Exercise prompt:
Down to the final line, print each entry exactly.

Information provided:
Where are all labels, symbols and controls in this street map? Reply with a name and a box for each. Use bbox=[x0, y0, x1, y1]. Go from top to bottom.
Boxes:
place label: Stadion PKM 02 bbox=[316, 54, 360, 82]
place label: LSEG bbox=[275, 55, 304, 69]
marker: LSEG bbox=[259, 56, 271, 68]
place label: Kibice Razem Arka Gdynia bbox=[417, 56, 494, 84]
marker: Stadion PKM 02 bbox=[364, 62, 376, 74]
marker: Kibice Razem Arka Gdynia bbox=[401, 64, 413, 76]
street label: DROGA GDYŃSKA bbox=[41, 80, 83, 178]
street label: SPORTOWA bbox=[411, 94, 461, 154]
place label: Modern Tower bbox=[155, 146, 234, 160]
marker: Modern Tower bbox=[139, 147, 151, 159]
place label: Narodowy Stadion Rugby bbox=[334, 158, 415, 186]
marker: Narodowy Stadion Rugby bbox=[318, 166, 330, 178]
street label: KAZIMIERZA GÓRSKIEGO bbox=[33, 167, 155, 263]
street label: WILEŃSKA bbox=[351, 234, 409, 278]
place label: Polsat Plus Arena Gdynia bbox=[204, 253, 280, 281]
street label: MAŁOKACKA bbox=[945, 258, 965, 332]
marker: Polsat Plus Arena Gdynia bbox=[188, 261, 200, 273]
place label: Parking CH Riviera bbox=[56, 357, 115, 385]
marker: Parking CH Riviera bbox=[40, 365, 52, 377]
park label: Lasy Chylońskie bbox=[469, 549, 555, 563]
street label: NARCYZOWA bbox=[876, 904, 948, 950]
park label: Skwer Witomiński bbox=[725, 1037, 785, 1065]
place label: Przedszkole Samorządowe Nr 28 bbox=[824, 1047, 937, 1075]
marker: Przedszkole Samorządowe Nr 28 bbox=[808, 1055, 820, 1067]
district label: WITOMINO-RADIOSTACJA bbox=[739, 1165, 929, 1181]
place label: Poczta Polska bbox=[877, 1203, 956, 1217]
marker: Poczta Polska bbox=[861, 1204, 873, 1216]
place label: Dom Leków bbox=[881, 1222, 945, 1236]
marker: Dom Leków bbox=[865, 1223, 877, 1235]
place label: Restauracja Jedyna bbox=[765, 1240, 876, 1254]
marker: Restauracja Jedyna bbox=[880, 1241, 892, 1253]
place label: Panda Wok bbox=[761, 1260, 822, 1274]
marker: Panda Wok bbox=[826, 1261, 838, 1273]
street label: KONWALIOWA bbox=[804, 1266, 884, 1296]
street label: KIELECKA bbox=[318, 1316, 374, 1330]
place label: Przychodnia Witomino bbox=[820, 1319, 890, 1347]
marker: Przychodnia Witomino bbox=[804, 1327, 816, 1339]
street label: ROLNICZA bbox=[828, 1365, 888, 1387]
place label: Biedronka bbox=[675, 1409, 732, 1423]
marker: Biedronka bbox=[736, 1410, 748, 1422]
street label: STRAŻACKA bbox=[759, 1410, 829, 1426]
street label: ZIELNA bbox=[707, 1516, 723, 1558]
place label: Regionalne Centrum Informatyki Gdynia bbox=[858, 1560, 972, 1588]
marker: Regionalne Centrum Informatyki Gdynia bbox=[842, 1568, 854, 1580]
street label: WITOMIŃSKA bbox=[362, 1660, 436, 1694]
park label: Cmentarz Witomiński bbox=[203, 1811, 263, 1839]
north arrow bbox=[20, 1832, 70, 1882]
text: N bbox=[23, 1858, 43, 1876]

Reply:
Where are all labels, symbols and controls in this street map? Reply with a name and a box for each. Use bbox=[x0, y0, x1, y1]. Go from top to bottom.
Boxes:
place label: Stadion PKM 02 bbox=[316, 54, 360, 82]
place label: LSEG bbox=[275, 55, 304, 69]
marker: LSEG bbox=[259, 56, 271, 68]
place label: Kibice Razem Arka Gdynia bbox=[417, 56, 494, 84]
marker: Stadion PKM 02 bbox=[364, 62, 376, 74]
marker: Kibice Razem Arka Gdynia bbox=[401, 64, 413, 76]
street label: DROGA GDYŃSKA bbox=[41, 80, 83, 178]
street label: SPORTOWA bbox=[411, 94, 461, 154]
place label: Modern Tower bbox=[155, 146, 234, 160]
marker: Modern Tower bbox=[139, 147, 151, 159]
place label: Narodowy Stadion Rugby bbox=[334, 158, 415, 186]
marker: Narodowy Stadion Rugby bbox=[318, 166, 330, 178]
street label: KAZIMIERZA GÓRSKIEGO bbox=[33, 167, 155, 263]
street label: WILEŃSKA bbox=[351, 234, 409, 278]
place label: Polsat Plus Arena Gdynia bbox=[204, 253, 280, 281]
street label: MAŁOKACKA bbox=[945, 258, 965, 332]
marker: Polsat Plus Arena Gdynia bbox=[188, 261, 200, 273]
place label: Parking CH Riviera bbox=[56, 357, 115, 385]
marker: Parking CH Riviera bbox=[40, 365, 52, 377]
park label: Lasy Chylońskie bbox=[469, 549, 555, 563]
street label: NARCYZOWA bbox=[876, 904, 948, 950]
park label: Skwer Witomiński bbox=[725, 1037, 785, 1065]
place label: Przedszkole Samorządowe Nr 28 bbox=[824, 1047, 937, 1075]
marker: Przedszkole Samorządowe Nr 28 bbox=[808, 1055, 820, 1067]
district label: WITOMINO-RADIOSTACJA bbox=[739, 1165, 929, 1181]
place label: Poczta Polska bbox=[877, 1203, 956, 1217]
marker: Poczta Polska bbox=[861, 1204, 873, 1216]
place label: Dom Leków bbox=[881, 1222, 945, 1236]
marker: Dom Leków bbox=[865, 1223, 877, 1235]
place label: Restauracja Jedyna bbox=[765, 1240, 876, 1254]
marker: Restauracja Jedyna bbox=[880, 1241, 892, 1253]
place label: Panda Wok bbox=[761, 1260, 822, 1274]
marker: Panda Wok bbox=[826, 1261, 838, 1273]
street label: KONWALIOWA bbox=[804, 1266, 884, 1296]
street label: KIELECKA bbox=[318, 1316, 374, 1330]
place label: Przychodnia Witomino bbox=[820, 1319, 890, 1347]
marker: Przychodnia Witomino bbox=[804, 1327, 816, 1339]
street label: ROLNICZA bbox=[828, 1365, 888, 1387]
place label: Biedronka bbox=[675, 1409, 732, 1423]
marker: Biedronka bbox=[736, 1410, 748, 1422]
street label: STRAŻACKA bbox=[759, 1410, 829, 1426]
street label: ZIELNA bbox=[707, 1516, 723, 1558]
place label: Regionalne Centrum Informatyki Gdynia bbox=[858, 1560, 972, 1588]
marker: Regionalne Centrum Informatyki Gdynia bbox=[842, 1568, 854, 1580]
street label: WITOMIŃSKA bbox=[362, 1660, 436, 1694]
park label: Cmentarz Witomiński bbox=[203, 1811, 263, 1839]
north arrow bbox=[20, 1832, 70, 1882]
text: N bbox=[23, 1858, 43, 1876]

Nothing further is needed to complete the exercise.